#### [Work required]
Starting at the line containing "function paint(path, color)" and ending at the line containing "context.font = font", print every line of the material below exactly, both ends included, and stop there.

#### [Supplied data]
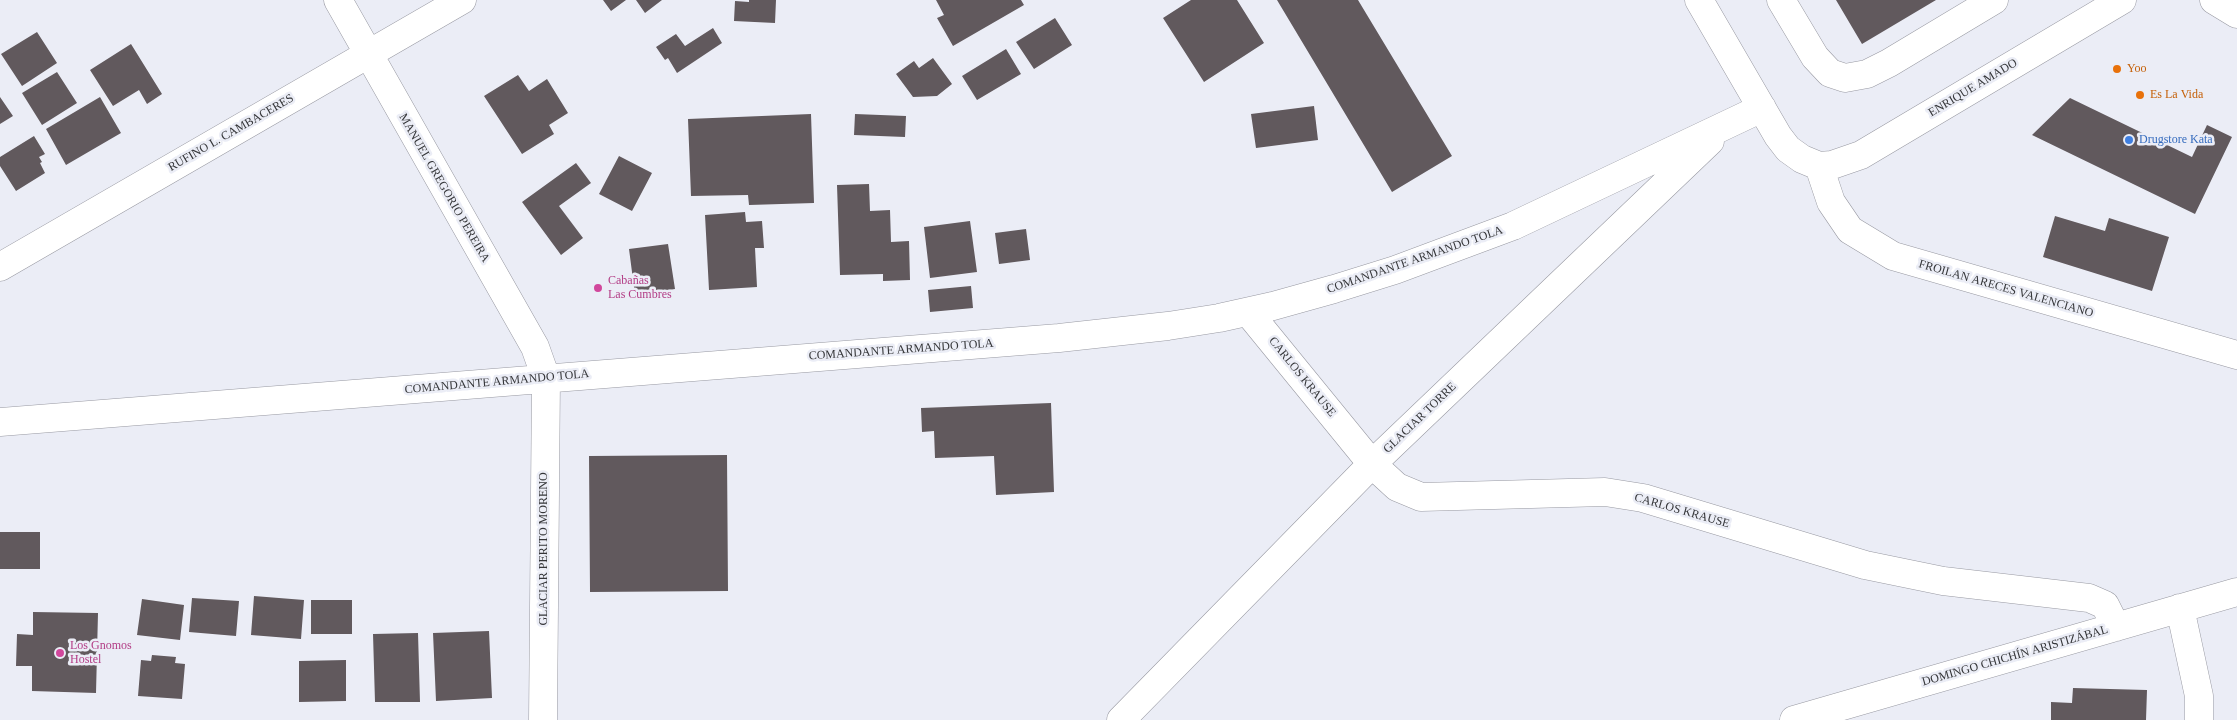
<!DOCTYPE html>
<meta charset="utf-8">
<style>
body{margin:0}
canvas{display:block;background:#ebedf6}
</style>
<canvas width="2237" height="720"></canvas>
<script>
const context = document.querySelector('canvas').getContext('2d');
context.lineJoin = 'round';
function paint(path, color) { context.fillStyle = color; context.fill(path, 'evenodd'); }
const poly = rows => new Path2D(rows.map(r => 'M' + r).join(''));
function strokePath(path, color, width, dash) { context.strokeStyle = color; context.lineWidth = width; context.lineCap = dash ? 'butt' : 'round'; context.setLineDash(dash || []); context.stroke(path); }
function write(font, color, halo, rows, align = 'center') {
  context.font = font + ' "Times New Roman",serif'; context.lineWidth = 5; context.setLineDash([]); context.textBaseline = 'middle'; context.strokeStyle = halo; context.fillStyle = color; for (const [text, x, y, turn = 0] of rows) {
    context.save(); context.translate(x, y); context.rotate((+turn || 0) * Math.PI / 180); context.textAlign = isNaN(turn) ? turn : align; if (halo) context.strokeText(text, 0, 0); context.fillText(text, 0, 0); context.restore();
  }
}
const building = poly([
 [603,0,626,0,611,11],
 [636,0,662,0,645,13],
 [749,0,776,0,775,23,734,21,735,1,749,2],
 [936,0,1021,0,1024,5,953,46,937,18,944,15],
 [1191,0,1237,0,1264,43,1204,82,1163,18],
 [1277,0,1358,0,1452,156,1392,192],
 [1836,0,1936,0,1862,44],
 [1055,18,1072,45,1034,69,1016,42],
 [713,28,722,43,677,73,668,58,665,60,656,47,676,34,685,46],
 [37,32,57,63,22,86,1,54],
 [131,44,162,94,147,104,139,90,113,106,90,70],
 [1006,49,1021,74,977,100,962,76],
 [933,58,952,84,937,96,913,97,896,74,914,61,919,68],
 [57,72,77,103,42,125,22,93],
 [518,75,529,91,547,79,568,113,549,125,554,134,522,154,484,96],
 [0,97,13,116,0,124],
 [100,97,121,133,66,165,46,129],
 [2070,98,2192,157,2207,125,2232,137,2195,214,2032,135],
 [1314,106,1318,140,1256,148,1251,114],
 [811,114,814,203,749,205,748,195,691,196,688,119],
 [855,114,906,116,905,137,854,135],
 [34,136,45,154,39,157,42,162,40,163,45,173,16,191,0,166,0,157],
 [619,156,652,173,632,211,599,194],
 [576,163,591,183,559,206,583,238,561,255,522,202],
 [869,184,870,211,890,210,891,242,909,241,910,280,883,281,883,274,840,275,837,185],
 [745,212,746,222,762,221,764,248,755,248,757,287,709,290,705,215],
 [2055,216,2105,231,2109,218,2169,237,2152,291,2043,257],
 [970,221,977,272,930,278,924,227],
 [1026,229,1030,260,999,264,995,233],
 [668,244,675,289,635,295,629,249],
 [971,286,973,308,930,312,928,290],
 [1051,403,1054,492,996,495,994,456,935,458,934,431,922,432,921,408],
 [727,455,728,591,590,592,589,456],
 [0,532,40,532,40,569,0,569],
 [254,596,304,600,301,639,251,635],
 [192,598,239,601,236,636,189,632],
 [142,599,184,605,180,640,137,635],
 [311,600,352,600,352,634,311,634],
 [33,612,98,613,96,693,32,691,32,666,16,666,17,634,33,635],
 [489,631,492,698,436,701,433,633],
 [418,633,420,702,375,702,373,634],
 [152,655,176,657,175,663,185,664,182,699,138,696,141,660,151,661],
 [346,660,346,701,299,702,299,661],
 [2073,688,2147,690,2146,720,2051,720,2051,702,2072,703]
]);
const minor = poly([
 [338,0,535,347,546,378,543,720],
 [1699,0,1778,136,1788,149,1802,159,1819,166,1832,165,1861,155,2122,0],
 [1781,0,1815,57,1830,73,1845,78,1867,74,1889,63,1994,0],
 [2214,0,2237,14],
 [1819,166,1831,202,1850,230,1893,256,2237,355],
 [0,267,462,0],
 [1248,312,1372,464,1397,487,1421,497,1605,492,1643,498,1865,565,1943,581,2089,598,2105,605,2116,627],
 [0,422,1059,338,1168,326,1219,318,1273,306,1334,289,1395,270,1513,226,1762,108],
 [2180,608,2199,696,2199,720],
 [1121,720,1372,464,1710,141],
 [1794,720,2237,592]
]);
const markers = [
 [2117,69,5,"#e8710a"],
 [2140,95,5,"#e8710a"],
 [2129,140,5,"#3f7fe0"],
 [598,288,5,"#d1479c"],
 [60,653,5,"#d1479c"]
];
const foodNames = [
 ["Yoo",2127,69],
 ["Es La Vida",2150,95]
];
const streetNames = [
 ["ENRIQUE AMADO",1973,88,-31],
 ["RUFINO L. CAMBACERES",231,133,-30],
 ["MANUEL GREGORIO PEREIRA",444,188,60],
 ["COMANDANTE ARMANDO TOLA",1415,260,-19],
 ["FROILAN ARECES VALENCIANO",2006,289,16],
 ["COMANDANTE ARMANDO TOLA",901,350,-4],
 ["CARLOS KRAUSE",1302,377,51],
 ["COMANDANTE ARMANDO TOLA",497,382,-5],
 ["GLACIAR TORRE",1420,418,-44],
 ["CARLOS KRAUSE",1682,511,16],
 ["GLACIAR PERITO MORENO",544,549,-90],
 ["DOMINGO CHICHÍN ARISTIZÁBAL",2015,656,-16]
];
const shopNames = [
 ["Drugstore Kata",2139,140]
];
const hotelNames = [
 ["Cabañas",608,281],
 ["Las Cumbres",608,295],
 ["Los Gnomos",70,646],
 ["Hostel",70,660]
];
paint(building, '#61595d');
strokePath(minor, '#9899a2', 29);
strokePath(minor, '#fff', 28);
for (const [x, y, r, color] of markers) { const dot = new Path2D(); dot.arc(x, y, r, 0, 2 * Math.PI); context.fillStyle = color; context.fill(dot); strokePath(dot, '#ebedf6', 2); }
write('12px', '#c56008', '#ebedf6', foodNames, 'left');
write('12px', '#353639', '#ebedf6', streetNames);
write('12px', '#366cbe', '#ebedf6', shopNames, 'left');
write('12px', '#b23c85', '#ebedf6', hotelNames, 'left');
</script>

...

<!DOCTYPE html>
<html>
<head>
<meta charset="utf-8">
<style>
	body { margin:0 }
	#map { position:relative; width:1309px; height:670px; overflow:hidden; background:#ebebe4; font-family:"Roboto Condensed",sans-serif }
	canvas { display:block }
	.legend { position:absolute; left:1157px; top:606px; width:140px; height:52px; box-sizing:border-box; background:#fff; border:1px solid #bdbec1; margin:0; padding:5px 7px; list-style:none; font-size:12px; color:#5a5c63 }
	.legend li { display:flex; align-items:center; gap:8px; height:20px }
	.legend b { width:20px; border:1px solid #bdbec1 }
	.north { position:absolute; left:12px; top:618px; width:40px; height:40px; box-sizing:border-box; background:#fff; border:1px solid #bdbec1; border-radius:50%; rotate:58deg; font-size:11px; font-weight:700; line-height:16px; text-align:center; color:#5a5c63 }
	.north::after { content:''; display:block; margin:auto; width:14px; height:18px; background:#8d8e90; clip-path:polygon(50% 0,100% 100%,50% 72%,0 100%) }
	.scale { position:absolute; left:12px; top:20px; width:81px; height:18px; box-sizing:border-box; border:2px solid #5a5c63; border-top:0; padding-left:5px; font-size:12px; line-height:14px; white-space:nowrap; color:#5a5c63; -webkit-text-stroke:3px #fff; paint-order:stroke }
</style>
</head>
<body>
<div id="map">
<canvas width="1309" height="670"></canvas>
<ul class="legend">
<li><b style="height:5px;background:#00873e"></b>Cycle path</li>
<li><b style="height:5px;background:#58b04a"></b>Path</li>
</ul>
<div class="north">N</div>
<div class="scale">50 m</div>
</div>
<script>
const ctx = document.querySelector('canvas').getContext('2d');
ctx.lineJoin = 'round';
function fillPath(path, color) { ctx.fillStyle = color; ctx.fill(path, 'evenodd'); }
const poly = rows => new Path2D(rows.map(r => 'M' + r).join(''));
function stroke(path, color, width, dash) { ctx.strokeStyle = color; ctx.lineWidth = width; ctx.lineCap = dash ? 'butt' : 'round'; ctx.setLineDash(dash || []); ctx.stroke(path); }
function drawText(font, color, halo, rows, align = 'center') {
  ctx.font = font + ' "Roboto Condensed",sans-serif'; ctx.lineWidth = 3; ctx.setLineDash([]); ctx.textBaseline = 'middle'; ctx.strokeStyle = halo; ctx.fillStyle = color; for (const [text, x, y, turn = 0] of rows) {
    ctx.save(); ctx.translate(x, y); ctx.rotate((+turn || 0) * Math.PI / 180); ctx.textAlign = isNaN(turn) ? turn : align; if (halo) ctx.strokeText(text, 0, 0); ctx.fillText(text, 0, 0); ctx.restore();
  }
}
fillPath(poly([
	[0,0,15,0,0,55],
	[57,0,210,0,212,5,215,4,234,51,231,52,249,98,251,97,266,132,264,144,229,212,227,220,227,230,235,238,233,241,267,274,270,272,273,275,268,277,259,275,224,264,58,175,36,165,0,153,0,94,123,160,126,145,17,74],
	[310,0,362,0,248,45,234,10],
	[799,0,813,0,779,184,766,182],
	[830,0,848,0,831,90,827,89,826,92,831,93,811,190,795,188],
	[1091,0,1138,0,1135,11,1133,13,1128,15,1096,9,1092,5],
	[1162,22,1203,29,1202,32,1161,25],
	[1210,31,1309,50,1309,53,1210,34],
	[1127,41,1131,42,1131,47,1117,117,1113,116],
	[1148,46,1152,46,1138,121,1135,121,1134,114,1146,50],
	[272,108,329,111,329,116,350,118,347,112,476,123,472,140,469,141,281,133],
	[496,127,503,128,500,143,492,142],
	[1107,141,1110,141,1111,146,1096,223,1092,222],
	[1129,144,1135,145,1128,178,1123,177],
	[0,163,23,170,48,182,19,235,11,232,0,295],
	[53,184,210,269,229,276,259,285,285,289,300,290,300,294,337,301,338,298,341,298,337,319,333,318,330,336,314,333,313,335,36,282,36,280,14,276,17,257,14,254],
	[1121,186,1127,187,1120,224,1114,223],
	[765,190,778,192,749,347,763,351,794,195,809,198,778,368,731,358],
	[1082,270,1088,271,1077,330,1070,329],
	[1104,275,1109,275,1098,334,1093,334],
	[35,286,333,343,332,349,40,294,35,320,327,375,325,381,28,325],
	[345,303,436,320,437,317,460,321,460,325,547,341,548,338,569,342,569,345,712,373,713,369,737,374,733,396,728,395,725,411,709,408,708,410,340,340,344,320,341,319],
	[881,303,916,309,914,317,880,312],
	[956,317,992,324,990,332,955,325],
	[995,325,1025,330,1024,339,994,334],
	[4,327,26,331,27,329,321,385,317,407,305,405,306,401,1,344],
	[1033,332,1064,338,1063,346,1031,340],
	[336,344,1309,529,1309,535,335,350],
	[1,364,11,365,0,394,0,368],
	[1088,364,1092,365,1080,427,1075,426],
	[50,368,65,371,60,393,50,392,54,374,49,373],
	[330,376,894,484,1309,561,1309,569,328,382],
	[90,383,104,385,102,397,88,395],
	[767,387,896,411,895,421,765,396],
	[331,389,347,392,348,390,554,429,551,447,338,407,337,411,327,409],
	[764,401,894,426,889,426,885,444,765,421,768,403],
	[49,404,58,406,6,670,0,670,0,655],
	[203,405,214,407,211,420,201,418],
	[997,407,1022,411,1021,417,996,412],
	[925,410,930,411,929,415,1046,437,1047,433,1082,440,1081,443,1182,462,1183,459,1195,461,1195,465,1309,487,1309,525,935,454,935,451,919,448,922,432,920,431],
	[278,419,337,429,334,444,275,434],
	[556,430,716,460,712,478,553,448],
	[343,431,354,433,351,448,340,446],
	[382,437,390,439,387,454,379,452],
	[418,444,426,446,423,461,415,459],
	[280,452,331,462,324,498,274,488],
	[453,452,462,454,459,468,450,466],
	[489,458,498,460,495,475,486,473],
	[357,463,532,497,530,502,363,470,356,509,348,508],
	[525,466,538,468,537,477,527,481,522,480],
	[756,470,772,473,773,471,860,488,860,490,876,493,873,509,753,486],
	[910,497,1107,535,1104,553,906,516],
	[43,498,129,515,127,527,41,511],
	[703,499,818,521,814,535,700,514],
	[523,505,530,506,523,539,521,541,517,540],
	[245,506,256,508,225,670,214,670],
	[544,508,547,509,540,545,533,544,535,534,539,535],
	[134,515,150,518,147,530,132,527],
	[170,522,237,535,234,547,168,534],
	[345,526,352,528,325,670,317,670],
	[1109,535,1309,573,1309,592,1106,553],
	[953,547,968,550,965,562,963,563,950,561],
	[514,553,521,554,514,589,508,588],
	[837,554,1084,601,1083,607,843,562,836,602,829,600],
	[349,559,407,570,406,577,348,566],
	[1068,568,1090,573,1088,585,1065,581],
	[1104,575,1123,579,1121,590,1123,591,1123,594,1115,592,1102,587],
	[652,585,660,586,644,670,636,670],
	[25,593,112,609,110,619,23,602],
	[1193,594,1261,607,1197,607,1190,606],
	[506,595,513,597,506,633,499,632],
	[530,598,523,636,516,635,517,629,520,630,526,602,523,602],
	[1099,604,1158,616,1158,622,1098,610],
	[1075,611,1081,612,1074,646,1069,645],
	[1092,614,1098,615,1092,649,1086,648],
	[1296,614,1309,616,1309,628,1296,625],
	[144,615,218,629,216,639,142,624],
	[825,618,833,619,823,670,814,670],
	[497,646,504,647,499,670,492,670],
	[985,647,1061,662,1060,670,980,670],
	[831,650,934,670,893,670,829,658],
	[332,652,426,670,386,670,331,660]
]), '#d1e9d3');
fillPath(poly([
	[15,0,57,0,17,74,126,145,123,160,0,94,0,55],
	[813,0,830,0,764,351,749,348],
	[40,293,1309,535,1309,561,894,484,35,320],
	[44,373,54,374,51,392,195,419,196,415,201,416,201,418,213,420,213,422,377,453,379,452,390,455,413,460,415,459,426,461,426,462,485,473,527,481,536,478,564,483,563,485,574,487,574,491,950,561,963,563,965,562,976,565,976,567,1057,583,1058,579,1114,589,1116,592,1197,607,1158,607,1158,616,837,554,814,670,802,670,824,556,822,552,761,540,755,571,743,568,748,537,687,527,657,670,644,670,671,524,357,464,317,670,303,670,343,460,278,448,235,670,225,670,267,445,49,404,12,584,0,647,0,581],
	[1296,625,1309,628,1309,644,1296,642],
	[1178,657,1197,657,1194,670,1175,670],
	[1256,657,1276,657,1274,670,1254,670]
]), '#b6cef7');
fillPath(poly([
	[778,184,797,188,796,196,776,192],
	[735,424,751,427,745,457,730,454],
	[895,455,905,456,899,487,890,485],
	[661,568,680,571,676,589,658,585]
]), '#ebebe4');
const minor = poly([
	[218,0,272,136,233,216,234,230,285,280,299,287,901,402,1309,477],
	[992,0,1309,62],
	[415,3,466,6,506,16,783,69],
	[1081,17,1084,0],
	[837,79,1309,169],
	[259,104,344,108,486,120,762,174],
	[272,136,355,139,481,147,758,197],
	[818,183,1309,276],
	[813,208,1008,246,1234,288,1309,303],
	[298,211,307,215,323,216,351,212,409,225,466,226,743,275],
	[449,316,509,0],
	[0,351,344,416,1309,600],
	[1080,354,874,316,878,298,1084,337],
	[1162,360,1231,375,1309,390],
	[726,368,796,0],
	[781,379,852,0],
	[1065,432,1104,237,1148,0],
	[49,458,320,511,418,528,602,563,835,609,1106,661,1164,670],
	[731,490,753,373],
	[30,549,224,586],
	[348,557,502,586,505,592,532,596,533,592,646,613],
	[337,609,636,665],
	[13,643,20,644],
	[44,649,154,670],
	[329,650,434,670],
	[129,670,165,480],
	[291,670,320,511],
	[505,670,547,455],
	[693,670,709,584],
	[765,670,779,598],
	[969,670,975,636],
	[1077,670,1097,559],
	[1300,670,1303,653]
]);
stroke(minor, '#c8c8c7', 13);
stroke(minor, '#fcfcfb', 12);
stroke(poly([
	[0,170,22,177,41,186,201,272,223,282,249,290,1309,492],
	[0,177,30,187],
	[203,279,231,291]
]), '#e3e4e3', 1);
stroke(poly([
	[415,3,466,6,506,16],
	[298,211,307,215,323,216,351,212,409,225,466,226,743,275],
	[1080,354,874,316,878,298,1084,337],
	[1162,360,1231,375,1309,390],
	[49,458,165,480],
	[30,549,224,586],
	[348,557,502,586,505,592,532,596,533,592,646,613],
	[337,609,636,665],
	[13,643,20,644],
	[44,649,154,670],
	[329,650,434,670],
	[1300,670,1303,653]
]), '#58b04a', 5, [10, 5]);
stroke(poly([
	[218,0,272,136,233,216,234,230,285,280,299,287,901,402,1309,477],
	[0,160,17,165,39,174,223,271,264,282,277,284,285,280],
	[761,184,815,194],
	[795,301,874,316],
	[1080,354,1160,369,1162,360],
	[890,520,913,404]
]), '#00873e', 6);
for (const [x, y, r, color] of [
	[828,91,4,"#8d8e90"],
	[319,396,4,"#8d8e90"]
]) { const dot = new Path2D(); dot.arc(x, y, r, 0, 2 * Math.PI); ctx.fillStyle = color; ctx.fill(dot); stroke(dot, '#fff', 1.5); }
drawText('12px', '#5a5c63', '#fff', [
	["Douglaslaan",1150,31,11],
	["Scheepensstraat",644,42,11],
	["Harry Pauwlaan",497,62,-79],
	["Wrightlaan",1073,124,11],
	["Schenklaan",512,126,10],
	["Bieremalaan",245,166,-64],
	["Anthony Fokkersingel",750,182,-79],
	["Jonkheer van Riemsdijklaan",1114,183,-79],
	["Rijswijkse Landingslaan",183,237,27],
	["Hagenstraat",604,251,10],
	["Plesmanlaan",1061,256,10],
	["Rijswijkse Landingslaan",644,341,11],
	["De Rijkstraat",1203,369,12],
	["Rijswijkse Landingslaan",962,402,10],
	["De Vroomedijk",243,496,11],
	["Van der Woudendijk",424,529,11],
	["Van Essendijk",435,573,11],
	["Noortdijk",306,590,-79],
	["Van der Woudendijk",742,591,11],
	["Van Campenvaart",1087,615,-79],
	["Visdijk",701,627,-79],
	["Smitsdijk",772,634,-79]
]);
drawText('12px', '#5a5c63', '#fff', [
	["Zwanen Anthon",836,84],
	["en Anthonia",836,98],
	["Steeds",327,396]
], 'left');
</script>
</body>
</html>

#### [Answer]
function paint(path, color) { context.fillStyle = color; context.fill(path, 'evenodd'); }
const poly = rows => new Path2D(rows.map(r => 'M' + r).join(''));
function strokePath(path, color, width, dash) { context.strokeStyle = color; context.lineWidth = width; context.lineCap = dash ? 'butt' : 'round'; context.setLineDash(dash || []); context.stroke(path); }
function write(font, color, halo, rows, align = 'center') {
  context.font = font + ' "Times New Roman",serif'; context.lineWidth = 5; context.setLineDash([]); context.textBaseline = 'middle'; context.strokeStyle = halo; context.fillStyle = color; for (const [text, x, y, turn = 0] of rows) {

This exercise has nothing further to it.